__WHAT THE TASK ASKS__: Each line in the listing below that holds "service" should be counted; reply with that number only.

__SUPPLIED MATERIAL__:
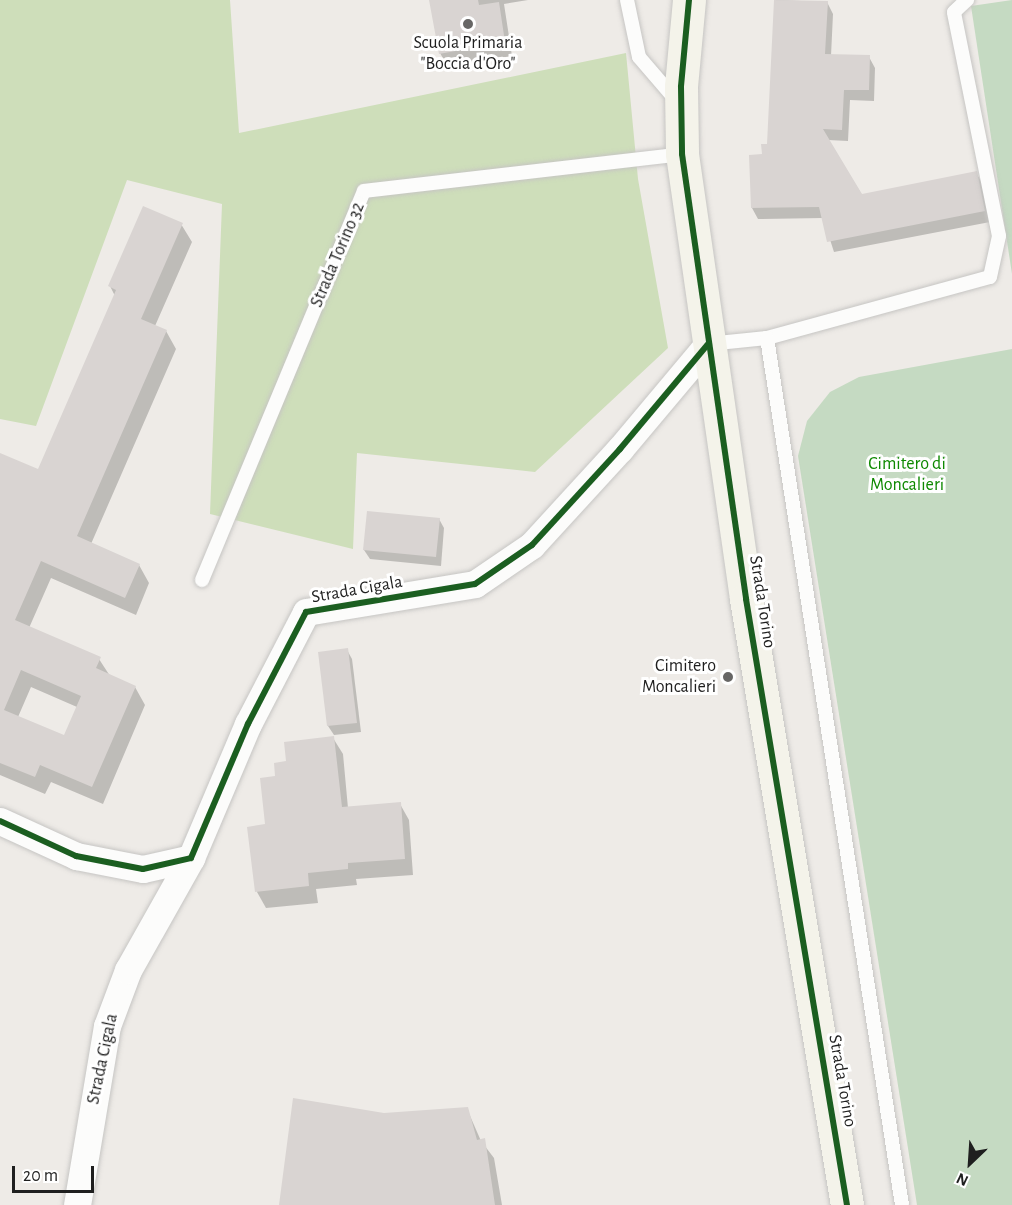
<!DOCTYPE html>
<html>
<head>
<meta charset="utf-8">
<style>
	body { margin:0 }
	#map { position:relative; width:1012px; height:1205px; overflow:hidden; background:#eeebe7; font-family:"Alegreya Sans",sans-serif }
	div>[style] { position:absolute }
	.forest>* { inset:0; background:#cedeba }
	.cemetery>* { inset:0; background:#c5dac2 }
	.shadow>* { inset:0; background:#0003 }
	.building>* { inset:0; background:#d9d4d2 }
	.roads { filter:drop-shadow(0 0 2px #c6c5c3) drop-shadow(0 0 2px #c6c5c3) }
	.service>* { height:14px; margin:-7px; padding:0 7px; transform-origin:7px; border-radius:7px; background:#fcfcfb }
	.minor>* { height:27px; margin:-13.5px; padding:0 13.5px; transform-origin:13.5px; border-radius:13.5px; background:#fcfcfb }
	.secondary>* { height:33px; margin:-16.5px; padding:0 16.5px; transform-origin:16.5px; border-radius:16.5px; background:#f4f3ea }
	.cycleway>* { height:6px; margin:-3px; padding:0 3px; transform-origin:3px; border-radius:3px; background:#1b5e20 }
	.dots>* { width:16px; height:16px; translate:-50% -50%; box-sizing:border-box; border:3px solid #fff; border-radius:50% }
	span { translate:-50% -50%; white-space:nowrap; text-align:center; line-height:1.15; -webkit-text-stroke:6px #fff; paint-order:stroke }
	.poi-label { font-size:18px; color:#1f1f1f }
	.right { translate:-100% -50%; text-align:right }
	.street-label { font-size:18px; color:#1f1f1f }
	.park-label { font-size:18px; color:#0e8901 }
	.north { position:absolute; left:940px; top:1133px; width:60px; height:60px; -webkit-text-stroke:4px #fff; paint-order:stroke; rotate:205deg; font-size:16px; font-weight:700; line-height:24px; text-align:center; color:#1f1f1f }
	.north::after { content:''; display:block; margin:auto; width:21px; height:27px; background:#1f1f1f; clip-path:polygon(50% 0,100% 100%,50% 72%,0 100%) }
	.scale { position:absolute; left:12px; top:1166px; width:82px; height:27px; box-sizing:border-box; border:3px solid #1f1f1f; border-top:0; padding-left:8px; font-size:18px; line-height:21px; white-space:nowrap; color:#1f1f1f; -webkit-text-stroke:4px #fff; paint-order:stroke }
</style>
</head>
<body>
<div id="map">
	<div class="forest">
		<i style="clip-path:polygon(0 0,230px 0,239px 133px,626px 53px,638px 179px,668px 348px,535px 472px,357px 453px,353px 549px,210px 514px,222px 204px,127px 180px,36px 426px,0 419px)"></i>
	</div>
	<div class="cemetery">
		<i style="clip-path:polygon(1012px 0,1012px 274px,971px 6px)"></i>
		<i style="clip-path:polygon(1012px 349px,1012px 1205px,917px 1205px,798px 456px,807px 421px,830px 392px,859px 377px)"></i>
	</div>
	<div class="shadow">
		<i style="clip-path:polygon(431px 0,528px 0,504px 4px,512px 56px,448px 67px,440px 53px)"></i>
		<i style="clip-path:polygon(776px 0,827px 2px,833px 14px,831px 56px,869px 57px,875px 68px,874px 101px,850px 100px,848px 141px,828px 140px,862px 195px,976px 173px,983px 184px,990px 222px,834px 252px,823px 218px,758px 219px,752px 208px,768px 145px)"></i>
		<i style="clip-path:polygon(evenodd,181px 224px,192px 242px,155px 326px,166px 331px,176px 349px,91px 544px,139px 565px,149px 583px,136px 615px,51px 578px,29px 628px,99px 659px,110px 676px,135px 687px,145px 705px,103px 804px,51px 782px,45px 794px,0 775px,0 454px,39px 471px,115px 296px,110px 286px,181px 224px,31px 687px,77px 707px,65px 737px,18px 717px,31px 687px)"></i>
		<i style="clip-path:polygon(439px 519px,444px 528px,441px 566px,370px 559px,364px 550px)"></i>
		<i style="clip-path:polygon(347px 650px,352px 659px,361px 732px,334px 735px,328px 726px,320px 653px)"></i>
		<i style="clip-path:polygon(333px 738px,343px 754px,348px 808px,400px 804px,409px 820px,413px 875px,356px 879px,357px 885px,316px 889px,318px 903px,266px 908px,257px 892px,277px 778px,288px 763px)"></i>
		<i style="clip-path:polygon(467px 1109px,481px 1141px,494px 1158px,502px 1205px,281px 1205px,384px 1114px)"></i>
	</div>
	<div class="building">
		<i style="clip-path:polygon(429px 0,478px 0,479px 5px,499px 2px,505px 42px,439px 54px)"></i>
		<i style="clip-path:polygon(774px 0,828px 1px,825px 54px,870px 55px,869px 90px,844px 90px,842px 130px,823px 129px,862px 194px,977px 171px,985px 211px,827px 242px,819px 207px,751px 208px,749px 155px,762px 154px,761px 144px,767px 144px)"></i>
		<i style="clip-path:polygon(evenodd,143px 206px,183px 223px,141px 319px,167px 330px,77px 536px,140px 564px,125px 598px,41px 561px,15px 620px,101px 657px,96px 668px,136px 686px,92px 787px,40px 765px,35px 777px,0 763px,0 453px,38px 469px,116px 290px,108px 286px,143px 206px,21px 670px,81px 696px,64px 735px,4px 710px,21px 670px)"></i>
		<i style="clip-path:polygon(367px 511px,440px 518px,436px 557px,363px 550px)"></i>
		<i style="clip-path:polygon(348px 648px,357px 723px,327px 726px,318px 652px)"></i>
		<i style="clip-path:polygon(334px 736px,342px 807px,401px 802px,405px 859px,348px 863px,348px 869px,308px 873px,309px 886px,255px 892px,247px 827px,265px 824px,260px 778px,275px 776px,274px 763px,286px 761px,284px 742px)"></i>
		<i style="clip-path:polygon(293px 1098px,384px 1113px,468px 1107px,477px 1140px,485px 1138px,495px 1205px,279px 1205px)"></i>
	</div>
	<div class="roads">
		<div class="service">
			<i style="left:627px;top:0;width:58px;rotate:78.1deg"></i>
			<i style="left:639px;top:57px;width:57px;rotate:49.3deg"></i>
			<i style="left:767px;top:338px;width:231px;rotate:-15.3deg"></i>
			<i style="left:990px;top:277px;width:42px;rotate:-77.6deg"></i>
			<i style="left:999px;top:236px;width:228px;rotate:-101.4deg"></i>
			<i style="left:954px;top:12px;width:18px;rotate:-43deg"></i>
			<i style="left:708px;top:344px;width:59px;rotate:-5.8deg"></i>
			<i style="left:767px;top:338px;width:877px;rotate:81.15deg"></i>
			<i style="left:202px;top:580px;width:421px;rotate:-67.4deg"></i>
			<i style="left:364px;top:191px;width:320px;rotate:-6.6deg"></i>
		</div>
		<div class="minor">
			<i style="left:0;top:821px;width:84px;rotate:24.7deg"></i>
			<i style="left:76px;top:856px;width:68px;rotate:11deg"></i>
			<i style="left:143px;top:869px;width:49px;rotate:-12.9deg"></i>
			<i style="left:191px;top:858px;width:146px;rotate:-67deg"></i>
			<i style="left:248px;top:724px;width:126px;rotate:-62.6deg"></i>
			<i style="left:306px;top:612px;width:171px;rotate:-9.4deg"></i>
			<i style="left:475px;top:584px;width:69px;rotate:-34.4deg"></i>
			<i style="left:532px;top:545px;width:130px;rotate:-47.5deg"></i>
			<i style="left:620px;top:449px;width:137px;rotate:-50deg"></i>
			<i style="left:77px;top:1205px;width:181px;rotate:-80.5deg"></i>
			<i style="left:107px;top:1026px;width:60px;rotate:-69.4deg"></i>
			<i style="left:128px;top:970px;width:129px;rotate:-60.6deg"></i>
		</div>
		<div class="secondary">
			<i style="left:689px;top:0;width:87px;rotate:95.3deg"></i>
			<i style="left:681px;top:87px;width:67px;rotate:89.1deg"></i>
			<i style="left:682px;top:154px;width:450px;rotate:81.8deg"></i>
			<i style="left:746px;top:599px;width:614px;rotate:80.54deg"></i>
		</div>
	</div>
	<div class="cycleway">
		<i style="left:689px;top:0;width:87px;rotate:95.3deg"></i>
		<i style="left:681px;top:87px;width:67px;rotate:89.1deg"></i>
		<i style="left:682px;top:154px;width:450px;rotate:81.8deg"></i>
		<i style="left:746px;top:599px;width:614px;rotate:80.54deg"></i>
		<i style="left:0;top:821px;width:84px;rotate:24.7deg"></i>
		<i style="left:76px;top:856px;width:68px;rotate:11deg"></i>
		<i style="left:143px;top:869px;width:49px;rotate:-12.9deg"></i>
		<i style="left:191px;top:858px;width:146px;rotate:-67deg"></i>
		<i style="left:248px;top:724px;width:126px;rotate:-62.6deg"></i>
		<i style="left:306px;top:612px;width:171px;rotate:-9.4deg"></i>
		<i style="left:475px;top:584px;width:69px;rotate:-34.4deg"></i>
		<i style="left:532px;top:545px;width:130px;rotate:-47.5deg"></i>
		<i style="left:620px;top:449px;width:137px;rotate:-50deg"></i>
	</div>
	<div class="dots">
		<i style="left:468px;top:24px;background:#676665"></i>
		<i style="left:728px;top:677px;background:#676665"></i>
	</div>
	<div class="poi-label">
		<span style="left:468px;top:54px">Scuola Primaria<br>"Boccia d'Oro"</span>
		<span class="right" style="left:716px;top:677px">Cimitero<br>Moncalieri</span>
	</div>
	<div class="street-label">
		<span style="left:338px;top:255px;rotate:-67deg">Strada Torino 32</span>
		<span style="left:357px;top:590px;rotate:-10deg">Strada Cigala</span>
		<span style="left:762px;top:602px;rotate:81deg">Strada Torino</span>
		<span style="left:103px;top:1059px;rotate:-78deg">Strada Cigala</span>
		<span style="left:842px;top:1081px;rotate:80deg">Strada Torino</span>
	</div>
	<div class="park-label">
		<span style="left:907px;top:475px">Cimitero di<br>Moncalieri</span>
	</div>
	<div class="north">N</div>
	<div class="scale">20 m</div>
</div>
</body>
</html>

__TASK SOLUTION__: 2